Print

Limoncello Tiramisu

Freshly prepared Limoncello Tiramisu on white plate

Limoncello Tiramisu is a refreshing twist on the classic Italian dessert, featuring bright lemon flavors blended with creamy mascarpone and soaked ladyfingers infused with Limoncello liqueur.

Ingredients

Scale
  • 1 cup Limoncello liqueur
  • 6 large egg yolks
  • 3/4 cup granulated sugar
  • 1 1/2 cups mascarpone cheese
  • 1 1/2 cups heavy cream
  • 24 ladyfinger cookies
  • Zest of 2 lemons
  • Fresh lemon slices, for garnish (optional)
  • Powdered sugar, for dusting

Instructions

  1. In a heatproof bowl, whisk egg yolks and sugar together. Place over simmering water and whisk constantly until the mixture thickens and reaches about 160°F (70°C). Remove from heat and let cool.
  2. Fold the mascarpone cheese into the cooled egg yolk mixture until smooth.
  3. In a separate bowl, whip the heavy cream until stiff peaks form. Gently fold the whipped cream into the mascarpone mixture.
  4. Pour Limoncello into a shallow dish.
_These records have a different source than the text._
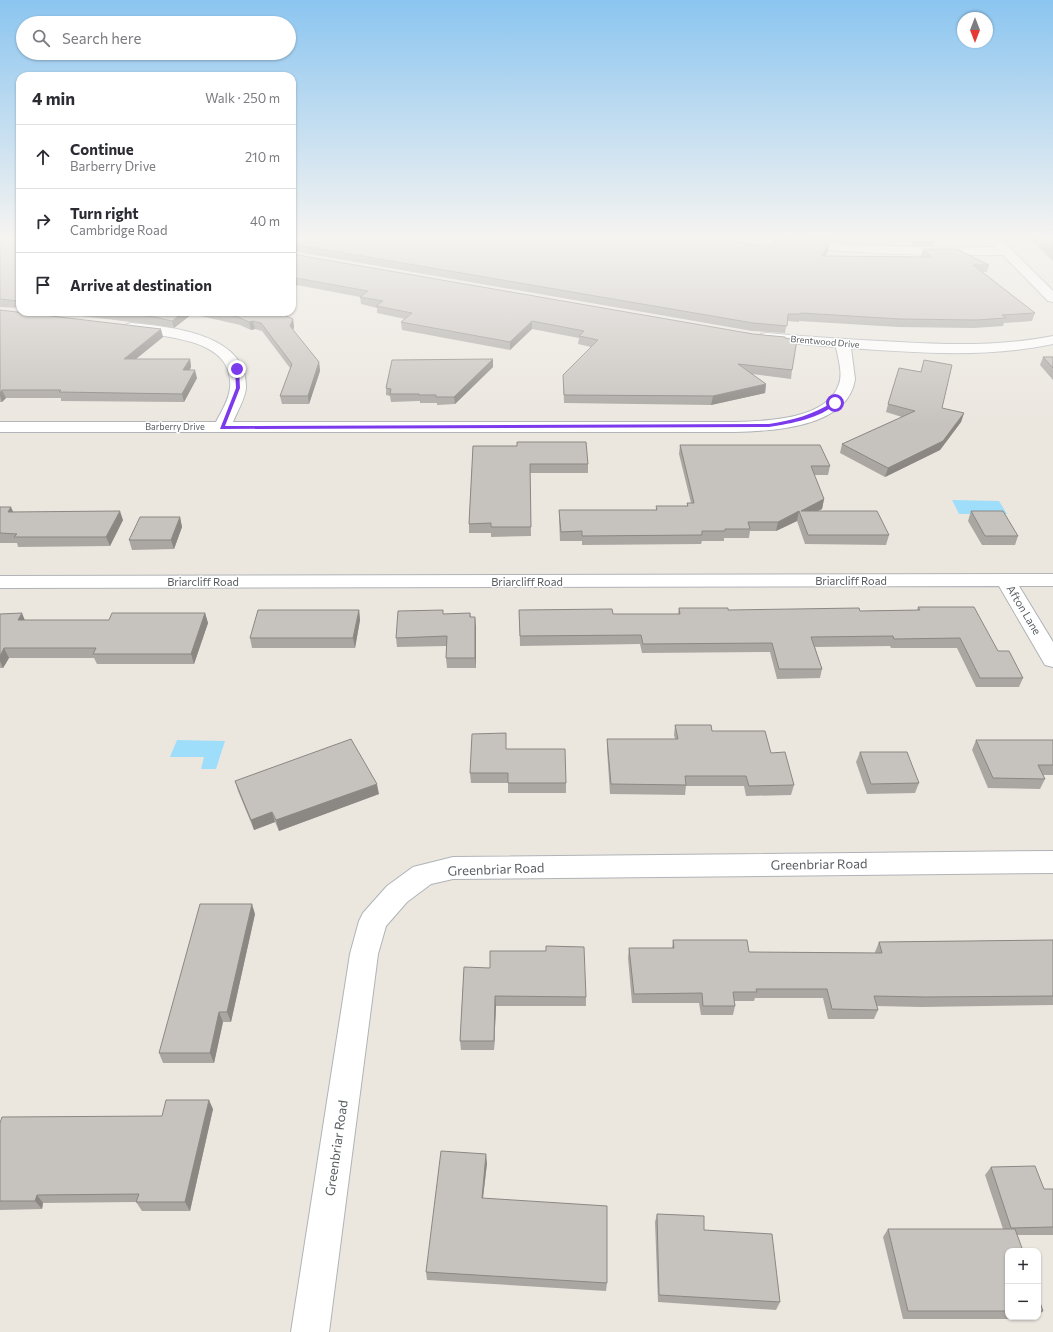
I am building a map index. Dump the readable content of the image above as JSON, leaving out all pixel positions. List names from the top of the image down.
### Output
{
  "streets": {
    "street": [
      "Brentwood Drive",
      "Barberry Drive",
      "Briarcliff Road",
      "Afton Lane",
      "Greenbriar Road"
    ]
  },
  "crossings": [
    ["Brentwood Drive", "Barberry Drive"],
    ["Briarcliff Road", "Afton Lane"]
  ],
  "north": "bottom",
  "page": {
    "search": "Search here",
    "heading": ["4 min", "Walk · 250 m"],
    "list": [
      ["Continue", "Barberry Drive", "210 m"],
      ["Turn right", "Cambridge Road", "40 m"],
      "Arrive at destination"
    ],
    "map_buttons": ["+", "−"]
  }
}
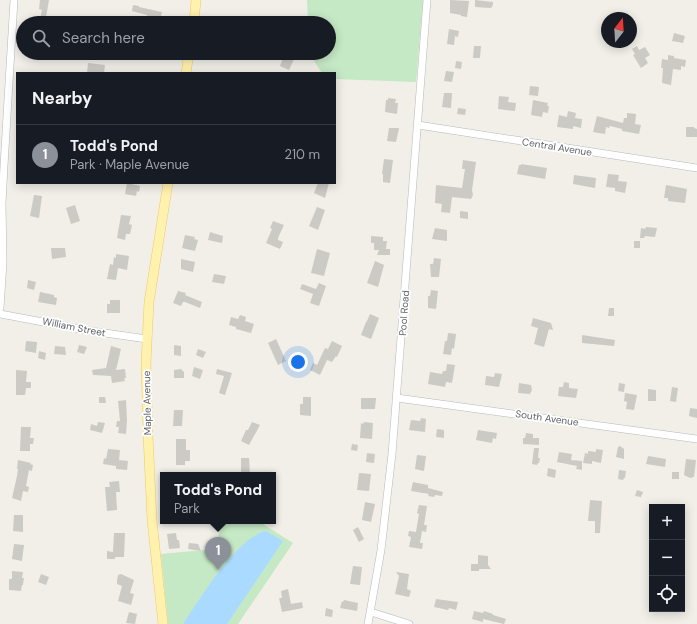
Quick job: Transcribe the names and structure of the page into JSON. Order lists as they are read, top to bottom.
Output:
{
  "streets": {
    "main road": ["Maple Avenue"],
    "street": [
      "Central Avenue",
      "Pool Road",
      "William Street",
      "South Avenue"
    ]
  },
  "crossings": [
    ["Central Avenue", "Pool Road"],
    ["Pool Road", "South Avenue"],
    ["William Street", "Maple Avenue"]
  ],
  "north": "top",
  "page": {
    "search": "Search here",
    "heading": "Nearby",
    "list": [
      {
        "mark": "1",
        "name": "Todd's Pond",
        "note": "Park · Maple Avenue",
        "value": "210 m"
      }
    ],
    "popup": ["Todd's Pond", "Park"],
    "map_buttons": ["+", "−"],
    "pins": "1"
  }
}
Quickly dip each ladyfinger into the Limoncello, making sure not to soak them too long.
  5. Arrange a layer of soaked ladyfingers in the bottom of a serving dish.
  6. Spread half of the mascarpone cream mixture over the ladyfingers.
  7. Add a layer of lemon zest and repeat with another layer of dipped ladyfingers and the remaining mascarpone cream.
  8. Cover and refrigerate for at least 4 hours or overnight to set.
  9. Before serving, dust with powdered sugar, garnish with fresh lemon slices and extra lemon zest if desired.

Notes

For a non-alcoholic version, substitute Limoncello with lemon syrup mixed with a little water; chill ladyfingers before assembling for a firmer texture.